マリウス・ウルジカ - 2004年ワールドカップ・グラスゴー大会:平行棒の演技 |
2004 World Cup Glasgow (GBR) EF PB
ルーマニアのマリウス・ウルジカといえばあん馬の名手ですが、平行棒もユニークで見応えのある演技をしていました。
動画は2004年のワールドカップ・グラスゴー大会から。ツイスト単棒持ちからヒーリー連続、そしてオリジナルのウルジカ(前方宙返り1回ひねり腕支持)の流れが見事。ウルジカは現在は格上げされてE難度ですが、なかなか使い手がいない技です。

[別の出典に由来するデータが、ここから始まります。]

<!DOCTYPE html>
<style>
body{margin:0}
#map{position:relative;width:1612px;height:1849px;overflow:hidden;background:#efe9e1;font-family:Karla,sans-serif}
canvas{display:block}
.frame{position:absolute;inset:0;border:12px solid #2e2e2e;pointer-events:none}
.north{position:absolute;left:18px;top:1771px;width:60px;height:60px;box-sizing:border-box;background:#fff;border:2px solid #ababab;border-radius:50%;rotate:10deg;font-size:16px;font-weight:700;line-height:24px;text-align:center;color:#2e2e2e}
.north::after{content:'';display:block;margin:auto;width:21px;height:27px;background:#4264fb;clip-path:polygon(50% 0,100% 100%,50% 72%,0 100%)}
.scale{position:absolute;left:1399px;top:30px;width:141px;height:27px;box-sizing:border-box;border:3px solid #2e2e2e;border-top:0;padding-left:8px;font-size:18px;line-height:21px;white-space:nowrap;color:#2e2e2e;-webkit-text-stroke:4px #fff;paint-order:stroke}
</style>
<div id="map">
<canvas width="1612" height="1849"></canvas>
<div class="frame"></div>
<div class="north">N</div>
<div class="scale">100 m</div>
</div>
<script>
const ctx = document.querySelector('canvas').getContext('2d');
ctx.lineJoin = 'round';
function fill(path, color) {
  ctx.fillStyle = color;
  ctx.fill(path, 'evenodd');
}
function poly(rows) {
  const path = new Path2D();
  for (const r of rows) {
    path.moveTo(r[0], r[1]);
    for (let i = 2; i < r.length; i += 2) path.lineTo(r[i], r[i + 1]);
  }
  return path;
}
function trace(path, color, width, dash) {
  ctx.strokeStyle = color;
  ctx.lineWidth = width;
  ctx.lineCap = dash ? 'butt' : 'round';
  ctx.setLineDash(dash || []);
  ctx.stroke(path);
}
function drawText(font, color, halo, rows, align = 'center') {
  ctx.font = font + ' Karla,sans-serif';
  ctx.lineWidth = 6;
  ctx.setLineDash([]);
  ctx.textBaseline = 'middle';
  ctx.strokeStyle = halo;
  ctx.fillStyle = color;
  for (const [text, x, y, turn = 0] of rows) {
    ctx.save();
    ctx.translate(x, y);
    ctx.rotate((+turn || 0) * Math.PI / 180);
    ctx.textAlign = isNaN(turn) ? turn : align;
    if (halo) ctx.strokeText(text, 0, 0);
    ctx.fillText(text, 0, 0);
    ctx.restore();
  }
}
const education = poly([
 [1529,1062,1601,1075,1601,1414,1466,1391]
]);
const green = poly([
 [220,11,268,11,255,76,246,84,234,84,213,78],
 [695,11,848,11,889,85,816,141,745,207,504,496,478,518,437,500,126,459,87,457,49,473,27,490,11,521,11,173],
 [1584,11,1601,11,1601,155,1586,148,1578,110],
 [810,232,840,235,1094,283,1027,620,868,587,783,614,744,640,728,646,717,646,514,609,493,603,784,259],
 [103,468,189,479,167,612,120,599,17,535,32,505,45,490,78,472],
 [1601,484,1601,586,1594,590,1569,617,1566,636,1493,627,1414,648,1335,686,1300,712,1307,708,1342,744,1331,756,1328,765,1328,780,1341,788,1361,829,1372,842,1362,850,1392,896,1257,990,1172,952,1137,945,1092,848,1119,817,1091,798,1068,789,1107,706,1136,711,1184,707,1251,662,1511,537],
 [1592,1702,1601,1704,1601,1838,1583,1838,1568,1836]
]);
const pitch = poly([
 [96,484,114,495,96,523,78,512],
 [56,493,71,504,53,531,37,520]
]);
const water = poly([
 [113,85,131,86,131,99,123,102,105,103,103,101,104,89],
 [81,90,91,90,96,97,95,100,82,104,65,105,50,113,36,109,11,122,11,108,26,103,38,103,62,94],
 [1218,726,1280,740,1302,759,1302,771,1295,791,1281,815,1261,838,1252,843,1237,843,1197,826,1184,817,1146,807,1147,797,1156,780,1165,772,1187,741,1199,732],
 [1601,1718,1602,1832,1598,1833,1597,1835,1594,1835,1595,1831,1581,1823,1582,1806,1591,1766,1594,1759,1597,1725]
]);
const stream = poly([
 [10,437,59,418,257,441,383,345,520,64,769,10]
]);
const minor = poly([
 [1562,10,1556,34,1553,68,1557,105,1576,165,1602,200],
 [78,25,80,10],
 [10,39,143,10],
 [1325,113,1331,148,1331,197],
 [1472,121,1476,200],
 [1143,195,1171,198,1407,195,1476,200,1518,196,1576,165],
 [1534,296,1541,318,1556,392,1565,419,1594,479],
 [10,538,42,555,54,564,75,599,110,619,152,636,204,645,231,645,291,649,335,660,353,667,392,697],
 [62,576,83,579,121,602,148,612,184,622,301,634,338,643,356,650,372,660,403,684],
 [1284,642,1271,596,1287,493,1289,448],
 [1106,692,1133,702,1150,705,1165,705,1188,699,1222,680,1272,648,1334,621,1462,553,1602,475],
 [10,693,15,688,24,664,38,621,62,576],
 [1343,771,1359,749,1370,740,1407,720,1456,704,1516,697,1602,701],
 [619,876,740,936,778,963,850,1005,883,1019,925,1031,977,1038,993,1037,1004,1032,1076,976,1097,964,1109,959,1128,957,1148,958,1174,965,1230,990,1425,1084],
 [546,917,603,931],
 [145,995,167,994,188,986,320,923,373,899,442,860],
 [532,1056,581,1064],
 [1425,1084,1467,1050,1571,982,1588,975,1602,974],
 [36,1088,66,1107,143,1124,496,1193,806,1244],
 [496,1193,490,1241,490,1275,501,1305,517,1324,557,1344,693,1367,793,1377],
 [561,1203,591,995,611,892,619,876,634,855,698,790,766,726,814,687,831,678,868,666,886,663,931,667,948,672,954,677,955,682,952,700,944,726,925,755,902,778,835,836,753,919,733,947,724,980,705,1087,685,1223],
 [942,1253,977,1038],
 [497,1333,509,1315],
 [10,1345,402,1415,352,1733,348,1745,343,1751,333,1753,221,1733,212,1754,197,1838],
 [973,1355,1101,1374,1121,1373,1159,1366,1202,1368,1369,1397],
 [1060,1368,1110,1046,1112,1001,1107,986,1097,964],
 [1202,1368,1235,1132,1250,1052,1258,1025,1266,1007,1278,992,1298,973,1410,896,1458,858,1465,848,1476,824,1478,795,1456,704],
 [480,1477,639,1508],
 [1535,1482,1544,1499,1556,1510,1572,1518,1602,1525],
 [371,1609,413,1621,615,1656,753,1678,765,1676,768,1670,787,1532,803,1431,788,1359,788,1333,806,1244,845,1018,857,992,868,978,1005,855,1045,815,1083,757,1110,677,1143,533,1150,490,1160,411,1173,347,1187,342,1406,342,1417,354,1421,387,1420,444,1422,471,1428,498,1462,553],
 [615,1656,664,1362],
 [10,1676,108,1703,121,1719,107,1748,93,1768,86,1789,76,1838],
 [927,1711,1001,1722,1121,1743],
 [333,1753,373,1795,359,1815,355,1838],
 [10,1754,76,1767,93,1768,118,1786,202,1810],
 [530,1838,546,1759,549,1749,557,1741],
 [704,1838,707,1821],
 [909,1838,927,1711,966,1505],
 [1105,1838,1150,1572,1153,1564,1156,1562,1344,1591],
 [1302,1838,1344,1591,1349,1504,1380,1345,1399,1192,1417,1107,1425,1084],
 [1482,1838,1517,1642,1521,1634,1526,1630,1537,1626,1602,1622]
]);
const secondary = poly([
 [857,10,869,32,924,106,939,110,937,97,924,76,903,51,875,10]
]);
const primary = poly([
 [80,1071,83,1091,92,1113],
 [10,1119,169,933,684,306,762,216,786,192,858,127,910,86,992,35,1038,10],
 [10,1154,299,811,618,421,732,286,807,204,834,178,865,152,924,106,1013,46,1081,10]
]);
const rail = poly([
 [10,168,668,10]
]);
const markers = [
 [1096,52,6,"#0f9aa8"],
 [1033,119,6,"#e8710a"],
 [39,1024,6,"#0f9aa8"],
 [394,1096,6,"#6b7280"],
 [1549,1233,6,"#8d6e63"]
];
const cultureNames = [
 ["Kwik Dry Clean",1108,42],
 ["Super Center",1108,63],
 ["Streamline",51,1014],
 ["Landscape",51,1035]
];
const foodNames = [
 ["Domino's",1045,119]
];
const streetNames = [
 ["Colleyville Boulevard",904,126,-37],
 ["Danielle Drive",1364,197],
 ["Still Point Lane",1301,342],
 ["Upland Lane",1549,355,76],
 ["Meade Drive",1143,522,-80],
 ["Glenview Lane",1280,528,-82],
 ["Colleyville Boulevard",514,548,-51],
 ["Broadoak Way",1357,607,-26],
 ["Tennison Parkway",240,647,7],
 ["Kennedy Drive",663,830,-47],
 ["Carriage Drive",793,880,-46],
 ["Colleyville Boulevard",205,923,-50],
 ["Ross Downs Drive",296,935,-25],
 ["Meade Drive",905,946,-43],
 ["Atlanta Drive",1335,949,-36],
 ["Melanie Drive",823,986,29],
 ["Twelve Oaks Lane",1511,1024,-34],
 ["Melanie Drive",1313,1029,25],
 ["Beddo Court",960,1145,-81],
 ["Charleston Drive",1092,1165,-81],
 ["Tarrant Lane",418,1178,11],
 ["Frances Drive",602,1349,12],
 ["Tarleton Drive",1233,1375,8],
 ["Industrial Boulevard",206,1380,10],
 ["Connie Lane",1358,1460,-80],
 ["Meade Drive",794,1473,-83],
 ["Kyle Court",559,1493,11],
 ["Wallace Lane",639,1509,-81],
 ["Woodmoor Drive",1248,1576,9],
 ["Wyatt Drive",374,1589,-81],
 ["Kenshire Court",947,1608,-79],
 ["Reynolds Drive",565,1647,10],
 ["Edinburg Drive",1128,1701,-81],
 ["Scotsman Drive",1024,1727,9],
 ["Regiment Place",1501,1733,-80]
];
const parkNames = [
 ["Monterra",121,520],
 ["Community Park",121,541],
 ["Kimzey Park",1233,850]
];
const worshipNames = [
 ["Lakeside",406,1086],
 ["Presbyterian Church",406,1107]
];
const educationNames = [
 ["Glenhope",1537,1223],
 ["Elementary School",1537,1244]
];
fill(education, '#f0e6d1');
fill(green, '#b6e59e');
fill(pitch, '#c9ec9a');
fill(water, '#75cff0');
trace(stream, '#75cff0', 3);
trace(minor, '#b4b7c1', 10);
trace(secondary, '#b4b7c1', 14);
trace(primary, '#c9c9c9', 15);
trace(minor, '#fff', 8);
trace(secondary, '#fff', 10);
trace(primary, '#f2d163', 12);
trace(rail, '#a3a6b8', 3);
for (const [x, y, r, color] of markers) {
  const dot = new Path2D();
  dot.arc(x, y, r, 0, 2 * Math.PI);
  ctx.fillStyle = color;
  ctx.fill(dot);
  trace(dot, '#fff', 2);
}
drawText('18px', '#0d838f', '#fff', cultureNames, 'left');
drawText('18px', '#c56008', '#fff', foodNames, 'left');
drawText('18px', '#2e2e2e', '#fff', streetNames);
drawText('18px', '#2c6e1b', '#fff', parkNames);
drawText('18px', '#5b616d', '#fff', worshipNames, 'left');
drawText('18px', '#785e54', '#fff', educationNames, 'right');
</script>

当時は平行棒にも組合せ加点があったため、このような息つく間もない連続技がしばしば見られました。棒下倒立~ベーレのような組合せは倒立を経過するのであまり連続技という感じがしませんが、支持や懸垂からそのまま次の技につなげるような実施は現在でも組合せ加点を認めて評価をしてもいいのではないかと思ったりします。
難度加点 | 組合せ加点 | |||
単棒横向き開脚浮腰上がり倒立 | B | IV | ||
棒下宙返り倒立 | D | III | 0.1 | |
~ベーレ | E | III | 0.2 | 0.2 |
前振りひねり単棒倒立 | C | I | ||
単棒ヒーリー | E | I | 0.2 | |
~ヒーリー | D | I | 0.1 | 0.2 |
~ウルジカ | D | I | 0.1 | 0.1 |
後ろ振り上がり開脚入れ支持 | B | II | ||
後方屈身2回宙返り下り | D | V | 0.1 |
SV:10.0 (加点1.3/1.2)
Score:9.725
Rank:2nd
演技時間は10点満点制から現在の方式に変わって確実に長くなっていますが、この演技は当時としてもかなりスピーディーだと思います。
モリスエのような後方宙返り系で上腕二頭筋で受けるより、痛みも少ないはずなのに(経験上)、どうしてこの技を試みる人がいないのかと思うばかりです。
ツイストの単棒受けから直接ヒーリー支持の精度もすごいですね。
息をもつかせない短い演技時間、かつての監物永三さんの鉄棒が思い起こされます。
何が難しいと言うと、単純にひねりの技術です。離手時から受けまで身体が1/2回転しかしない間に、tilt twistを掛けなければいけません。
離手時にひねりを加えようとしたら、2本のバーの上に斜めを向いて全身が乗っちゃいます。
しかし、屈伸ベーレ・モリスエ、ドミトリエンコ、などと比べ、Jr.選手にも実施の可能性が秘められた技だと思います。
例えばべーレ~リチャード、タナカ~ホンマなど。
あとあん馬ですがショーン~べズコを実施するとどうなるんですかね?
分割されるのかそれともマクーツなどのようにひとつの技として扱ってもらえるのか?
ショーン~ベズゴは、上向き正全転向が終った背面支持からそのまま下向き逆全転向に入るという感じでしょうか。正面支持を経ていないので1技として認められるかもしれないですが、人間業ではなさそうな感じですね(笑)。